Hackers are People, Too. Talk with Them. Regularly.
One of the reasons we excel at prototyping is that we continually take our stuff and present it, in the proper context, directly to the people who will be using it. We excel at designing the tests around our prototypes, in order to elicit the information needed to move forward. This process could very easily be transferred to the idea of security testing.
What if, at various stages, we presented our IoT devices to white hat hackers (these are, for the uninitiated, hackers who test and evaluate security systems for system owners) for their feedback?
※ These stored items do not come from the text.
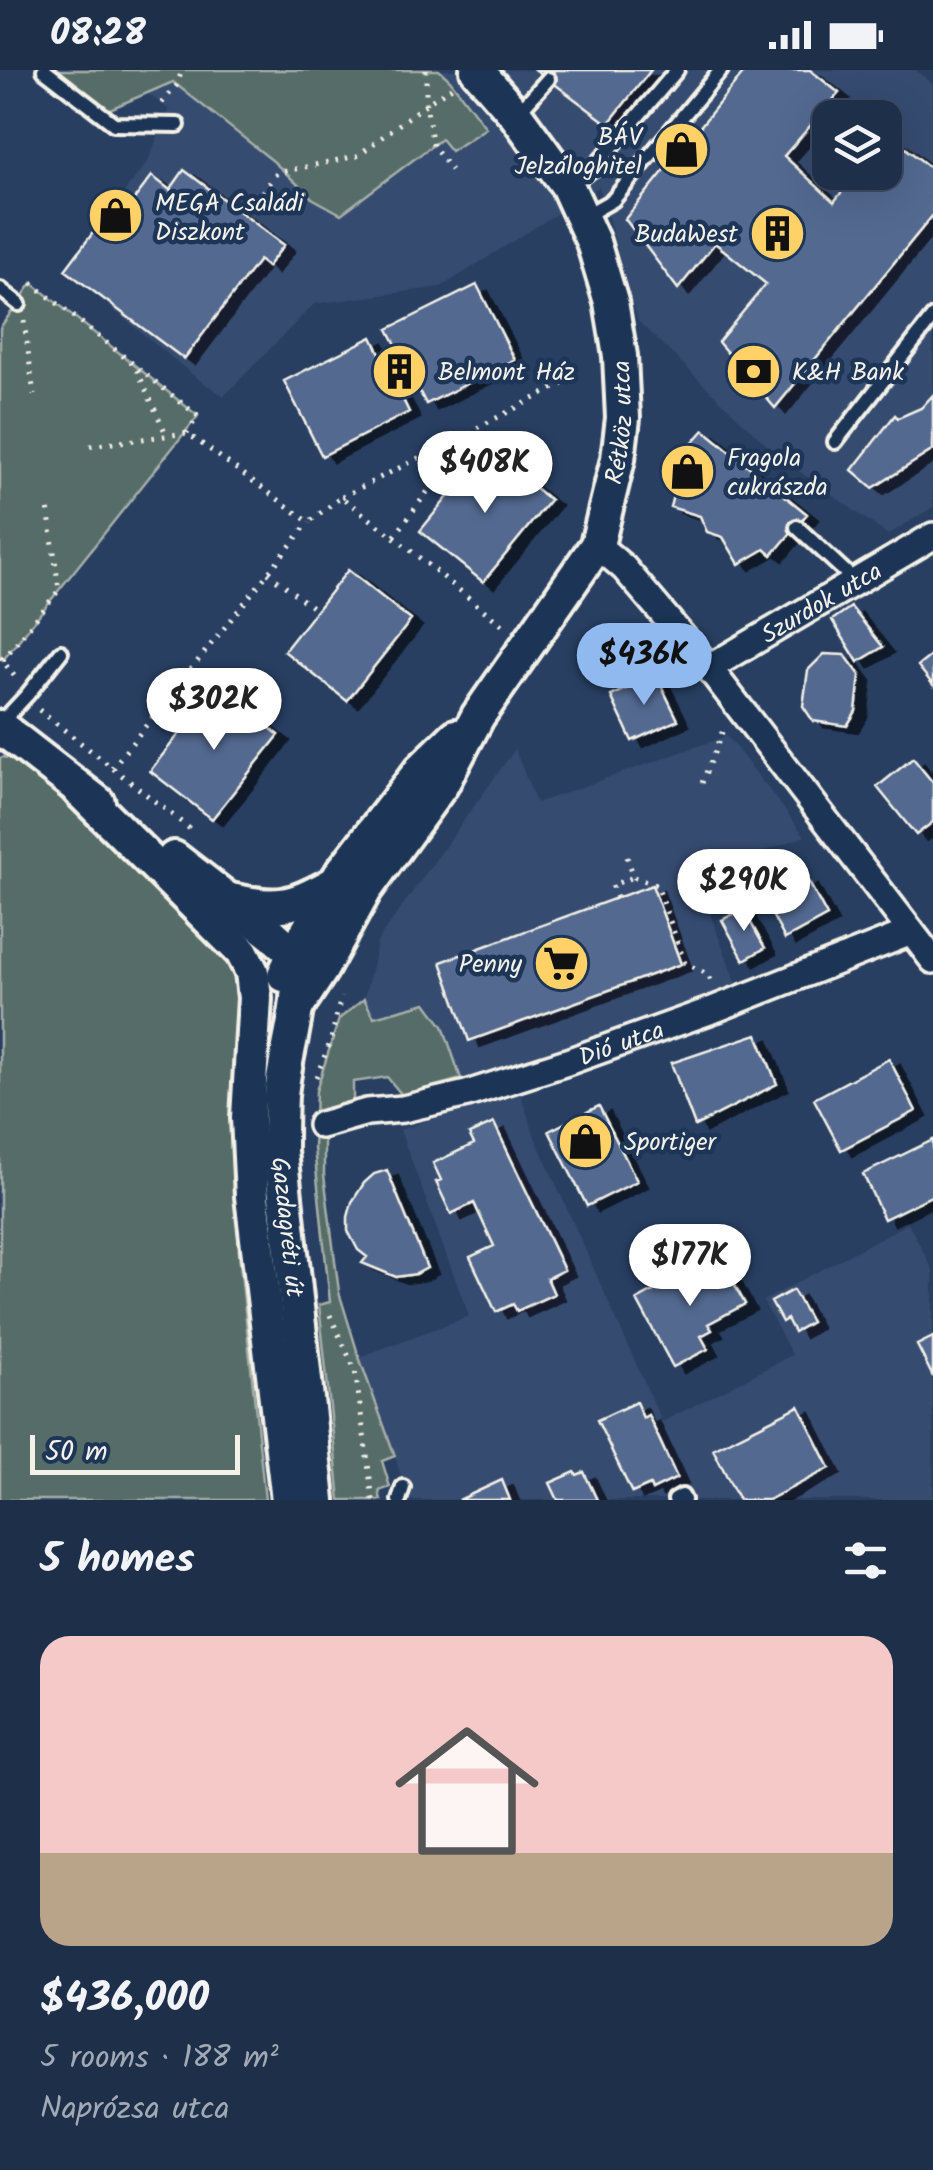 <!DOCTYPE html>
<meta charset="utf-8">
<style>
body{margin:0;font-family:Kalam,sans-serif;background:#2b3b54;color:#f1f3f6;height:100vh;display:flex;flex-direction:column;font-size:38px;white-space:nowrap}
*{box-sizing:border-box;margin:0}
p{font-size:32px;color:#a1a9b5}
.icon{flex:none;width:55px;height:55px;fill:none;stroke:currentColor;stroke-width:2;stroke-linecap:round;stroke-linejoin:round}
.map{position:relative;height:1430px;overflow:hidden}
.details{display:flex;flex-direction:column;background:#1e2f4a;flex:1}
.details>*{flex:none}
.fabs{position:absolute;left:812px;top:30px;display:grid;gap:20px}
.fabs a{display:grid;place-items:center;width:90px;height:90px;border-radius:20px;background:#1e2f4a;box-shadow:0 10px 40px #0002,0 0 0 2px #3c4a62;font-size:50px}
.scale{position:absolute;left:30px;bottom:25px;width:210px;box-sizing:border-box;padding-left:10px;border:5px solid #f4f1e8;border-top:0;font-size:28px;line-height:35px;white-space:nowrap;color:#f4f1e8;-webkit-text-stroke:8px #1d3557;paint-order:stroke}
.price{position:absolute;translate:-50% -85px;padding:0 22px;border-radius:35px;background:#fff;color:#222;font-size:32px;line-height:65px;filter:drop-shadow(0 2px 5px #0008)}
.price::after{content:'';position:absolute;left:50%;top:60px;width:30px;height:22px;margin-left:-15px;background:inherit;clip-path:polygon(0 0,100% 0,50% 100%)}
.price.selected{background:#90b9f0;color:#111}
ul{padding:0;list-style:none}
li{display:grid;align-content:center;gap:20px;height:530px;padding:0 40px}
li+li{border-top:2px solid #3c4a62}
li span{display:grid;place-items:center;height:310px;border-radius:30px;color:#555}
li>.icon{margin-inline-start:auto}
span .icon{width:180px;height:180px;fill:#fffc;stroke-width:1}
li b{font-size:42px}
h2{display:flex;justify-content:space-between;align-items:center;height:120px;padding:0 40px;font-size:42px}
.status{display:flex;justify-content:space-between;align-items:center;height:70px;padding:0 50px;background:#1e2f4a;direction:ltr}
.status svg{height:28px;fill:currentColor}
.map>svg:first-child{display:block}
.built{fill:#354c70;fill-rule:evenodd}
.green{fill:#576c68;stroke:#a6aea8;stroke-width:2.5}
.building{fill:#536990;stroke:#f4f1e8;stroke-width:2.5;filter:url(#shadow)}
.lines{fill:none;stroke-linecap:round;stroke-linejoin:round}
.service-casing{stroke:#f4f1e8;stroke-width:20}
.minor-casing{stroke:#f4f1e8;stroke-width:32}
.tertiary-casing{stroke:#f4f1e8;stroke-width:40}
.path{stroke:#f4f1e8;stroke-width:5;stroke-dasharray:2.5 8;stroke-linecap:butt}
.service{stroke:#1d3557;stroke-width:12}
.minor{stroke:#1d3557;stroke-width:25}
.tertiary{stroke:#1d3557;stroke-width:32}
.labels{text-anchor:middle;stroke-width:9;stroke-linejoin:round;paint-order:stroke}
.poi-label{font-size:25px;fill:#f4f1e8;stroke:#1d3557;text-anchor:start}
.street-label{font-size:25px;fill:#f4f1e8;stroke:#1d3557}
</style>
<div class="status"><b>08:28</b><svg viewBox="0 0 49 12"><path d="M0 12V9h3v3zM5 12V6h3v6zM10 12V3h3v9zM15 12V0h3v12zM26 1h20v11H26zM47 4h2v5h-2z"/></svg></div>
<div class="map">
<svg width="933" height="1430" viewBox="0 0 933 1430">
<defs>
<filter id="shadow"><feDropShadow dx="11" dy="6" stdDeviation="0" flood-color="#0009"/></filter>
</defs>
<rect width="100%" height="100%" fill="#283f62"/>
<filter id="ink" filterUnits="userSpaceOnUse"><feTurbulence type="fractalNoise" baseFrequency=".01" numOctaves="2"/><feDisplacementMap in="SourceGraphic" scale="20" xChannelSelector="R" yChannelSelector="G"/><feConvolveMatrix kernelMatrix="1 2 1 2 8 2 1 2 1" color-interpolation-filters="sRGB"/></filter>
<g filter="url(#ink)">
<path class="built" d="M117,0h799l17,14v423l-45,28 -110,-79 -140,-135 -39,-134 -158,100 -127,17 -90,92 -26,-17 -133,-109 83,-109 21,-51zM830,48h55v54h-55z
M727,666l78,100 -109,41 52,137 -110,41 -118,37 15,45 127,285 130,-67 -29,-54 145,-78 25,47v230h-525l-13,-44 -36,-99 110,-41 -69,-186 70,-24 -27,-80 -70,-8 -9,-19 14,-59 137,-191 21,54z"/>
<path class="green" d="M56,0h383l11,10 36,48 -35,23 -10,-12 -100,75 -29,-16 -39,-37 -100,-79 -63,27h-6z
M32,213l166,133 -195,244 -3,-2v-330z
M2,687l13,2 14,9 83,79 102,87 28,40 -10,130 7,149 26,247h-265v-742z
M364,929l10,18 52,-14 17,23 18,53 -59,16 -15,-18 -34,5v19l-29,10v64l15,117 20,65 36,99 -13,5 8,26 -11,4 2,9h-41l-21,-195 11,-3 -16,-154 2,-57 23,-72z"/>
<path class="building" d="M536,0h115l-43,54z
M746,0h64l29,23 -55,63 50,46 23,-30h28v-35l3,-3 45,36v45l-158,193 -57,-66 48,-58 -51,-41 -37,46 -53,-70z
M184,100l100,75 -17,22 -8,-7 -75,99 -119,-89 54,-72 10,8 23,-30 18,14z
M477,215l38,75 -89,44 -17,-33 -16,8 16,33 -87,44 -38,-75 88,-44 16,33 17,-8 -17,-33z
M933,325v55l-60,38 -21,-18 43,-55 3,3 23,-10z
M704,360l103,84 -35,41 -7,-6 -26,15 -16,-27 -16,-5 -7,-16 -30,-9 15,-56z
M487,379l63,51 -67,82 -63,-51z
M348,500l63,50 -64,81 -63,-50z
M851,537l32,40 -25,15 -26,-42z
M824,584l21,1 15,20 -4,36 -9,15 -34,-5 -10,-15 5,-36z
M933,584v31l-15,-19z
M656,605l22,45 -46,21 -21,-45z
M216,617l63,48 -67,84 -62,-48z
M913,688l20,25v39l-17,13 -39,-48z
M729,798l11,24 -24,11 -11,-24z
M785,801l9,15 13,-7 20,37 -42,23 -21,-39 11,-6 -8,-14z
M652,815l29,79 -212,77 -28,-79z
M743,839l22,39 -21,12 -22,-40z
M757,964l20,50 -82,42 -24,-63z
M889,989l27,52 -75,39 -27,-51z
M599,1036l38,75 -50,25 -38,-75z
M494,1053l70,147 -17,8 7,16 -37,17 -4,-7 -17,8 -26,-55 24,-11 -20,-43 -23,11 -15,-32 5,-2 -8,-17 41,-19 -5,-10z
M933,1070v55l-49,24 -21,-45z
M387,1100l40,98 -11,6 -20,3 -34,-14 5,-6 -9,-7 -10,-19v-14l4,-15 12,-19 10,-9z
M719,1186l26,48 -37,20 4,6 -11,6 7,13 -35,18 -36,-67z
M793,1220l18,32 -17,10 -7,-13 -5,3 -11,-20z
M933,1267v40l-16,-32z
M636,1332l7,16 5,-3 29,63 -25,12 -2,-5 -18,8 -35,-73z
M799,1336l31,62 -62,32h-29l-26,-51z
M575,1402l2,3 7,-3 13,28h-39l-8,-17z
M502,1410l8,20h-51z"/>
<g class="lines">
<defs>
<path id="service" d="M44,0l70,54 64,1
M516,45l32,-36
M569,114l24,-15 84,-99
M583,147l30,-17 108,-130
M0,219l19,15
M835,372l98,-125
M797,457l59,55
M0,654l27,-29 34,-43
M399,1430l4,-13
M675,1430l7,-4 2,4"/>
<g id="minor">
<path d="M597,475l27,23 85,100 224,292"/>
<path id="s1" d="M709,598l224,-132"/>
<path id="s2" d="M321,1055l46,-13 36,-3 64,-15 100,-32 148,-53 196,-77"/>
</g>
<g id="tertiary">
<path d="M0,657l98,76"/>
<path d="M79,720l163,162 10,20 3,26 -7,120 4,78 36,304"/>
<path d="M174,788l98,76 22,20 19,11"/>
<path d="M230,830c50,10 60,8 105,-17"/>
<path id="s3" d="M294,884c12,48 -9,93 -13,142 -1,18 -1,37 -1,55l38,349"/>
<path d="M284,905l10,-21 48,-82 79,-102 35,-34"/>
<path id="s4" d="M298,935l23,-35 44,-80 77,-106 36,-68 119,-171 21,-86 5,-41 -3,-62 -9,-54 -18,-60 -26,-57 -51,-70 -39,-45"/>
</g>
</defs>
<use href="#service" class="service-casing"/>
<use href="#minor" class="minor-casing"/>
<use href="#tertiary" class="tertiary-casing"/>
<path class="path" d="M426,0v34l7,42 18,24
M162,33l15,-18 5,-15
M262,122l15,-19 80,-17 69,-52 29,-19
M32,213l166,133 -11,17
M24,251l10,74
M137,300l30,66
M90,376l97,-13 122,89 32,-25 53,40 79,-107 105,-54
M342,427l128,-65
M394,467l108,88
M268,503l48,37
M0,587l15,20
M3,590l56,-70 -11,-83
M39,640l156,123
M112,698l197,-246
M702,713l21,-53
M627,787l7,20 23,8 28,78 24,12 3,10
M617,828l-5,-13 22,-8
M316,1007l14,-34 11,-46
M330,1245l25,55 18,130"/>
<use href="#service" class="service"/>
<use href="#minor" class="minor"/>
<use href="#tertiary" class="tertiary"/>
</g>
</g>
<defs>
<symbol id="shop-disc" viewBox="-11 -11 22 22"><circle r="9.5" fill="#ffd166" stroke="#1d3557"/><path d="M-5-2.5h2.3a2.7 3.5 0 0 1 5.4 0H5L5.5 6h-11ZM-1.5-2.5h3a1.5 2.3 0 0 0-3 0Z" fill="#111"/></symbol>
<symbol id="building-disc" viewBox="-11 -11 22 22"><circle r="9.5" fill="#ffd166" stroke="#1d3557"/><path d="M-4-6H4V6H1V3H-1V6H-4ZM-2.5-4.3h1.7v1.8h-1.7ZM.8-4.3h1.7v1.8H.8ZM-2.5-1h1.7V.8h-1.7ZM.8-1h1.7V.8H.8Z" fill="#111"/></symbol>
<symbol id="bank-disc" viewBox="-11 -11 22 22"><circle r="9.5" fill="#ffd166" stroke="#1d3557"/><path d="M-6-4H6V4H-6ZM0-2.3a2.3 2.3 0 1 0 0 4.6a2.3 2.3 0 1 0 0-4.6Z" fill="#111"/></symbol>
<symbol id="supermarket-disc" viewBox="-11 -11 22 22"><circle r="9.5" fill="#ffd166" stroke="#1d3557"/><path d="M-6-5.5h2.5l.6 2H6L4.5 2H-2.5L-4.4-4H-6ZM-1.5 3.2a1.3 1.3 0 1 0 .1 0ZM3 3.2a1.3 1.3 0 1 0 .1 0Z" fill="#111"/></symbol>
</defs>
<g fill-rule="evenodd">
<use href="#shop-disc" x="650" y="48" width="63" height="63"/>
<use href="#shop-disc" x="84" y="114" width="63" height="63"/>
<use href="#building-disc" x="746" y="132" width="63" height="63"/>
<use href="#building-disc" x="368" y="270" width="63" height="63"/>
<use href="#bank-disc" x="722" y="270" width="63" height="63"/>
<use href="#shop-disc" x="656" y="370" width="63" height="63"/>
<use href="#supermarket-disc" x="530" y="862" width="63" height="63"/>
<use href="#shop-disc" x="554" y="1040" width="63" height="63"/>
</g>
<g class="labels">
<g class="poi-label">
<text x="642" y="75" text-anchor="end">BÁV<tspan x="642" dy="29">Jelzáloghitel</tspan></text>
<text x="155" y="141">MEGA Családi<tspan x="155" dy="29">Diszkont</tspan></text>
<text x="738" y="172" text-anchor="end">BudaWest</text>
<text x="438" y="310">Belmont Ház</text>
<text x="792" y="310">K&amp;H Bank</text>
<text x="727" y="396">Fragola<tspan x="727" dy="29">cukrászda</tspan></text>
<text x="522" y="902" text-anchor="end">Penny</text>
<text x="624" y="1080">Sportiger</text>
</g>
<g class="street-label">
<text dy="9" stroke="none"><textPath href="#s4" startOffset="675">Rétköz utca</textPath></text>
<text dy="9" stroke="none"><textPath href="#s1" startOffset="130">Szurdok utca</textPath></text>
<text dy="9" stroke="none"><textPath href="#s2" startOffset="312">Dió utca</textPath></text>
<text dy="9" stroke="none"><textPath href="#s3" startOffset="275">Gazdagréti út</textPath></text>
</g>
</g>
</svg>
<div class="fabs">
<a><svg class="icon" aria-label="layers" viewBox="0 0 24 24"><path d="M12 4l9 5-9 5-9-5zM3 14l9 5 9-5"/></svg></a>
</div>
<div class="scale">50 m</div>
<b class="price" style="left:485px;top:446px">$408K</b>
<b class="price selected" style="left:644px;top:638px">$436K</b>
<b class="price" style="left:214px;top:683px">$302K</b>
<b class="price" style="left:744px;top:864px">$290K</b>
<b class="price" style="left:690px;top:1239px">$177K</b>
</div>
<section class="details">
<h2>5 homes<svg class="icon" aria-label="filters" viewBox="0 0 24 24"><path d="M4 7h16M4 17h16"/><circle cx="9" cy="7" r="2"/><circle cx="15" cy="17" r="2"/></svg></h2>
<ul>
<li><span style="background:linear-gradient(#f6c9c9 70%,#b9a48a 0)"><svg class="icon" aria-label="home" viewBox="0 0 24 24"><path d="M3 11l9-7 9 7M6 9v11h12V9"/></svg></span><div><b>$436,000</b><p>5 rooms · 188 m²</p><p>Naprózsa utca</p></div></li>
</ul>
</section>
That would surely be a more effective way of testing for security than merely relying on academic opinion or computer models. We could easily imagine working with IoT security experts to design, arrange for, and learn from security testing. Treating hackers as end users could prove extremely beneficial to everyone involved. One of the reasons medical devices are so unprotected is because the companies that create these innovations don't have access to the hacker mindset. We don’t either, but we know how get into the heads of people who use goods and services, and could transfer this skill into the realm of security.
Make It Safe as You Make It Real
The future needs people who can imagine the worst, to complement those whose job it is to imagine the best. It’s not a fanciful idea—but one that we need to act on, if we’re going to make the future both safe and real. Let’s do it!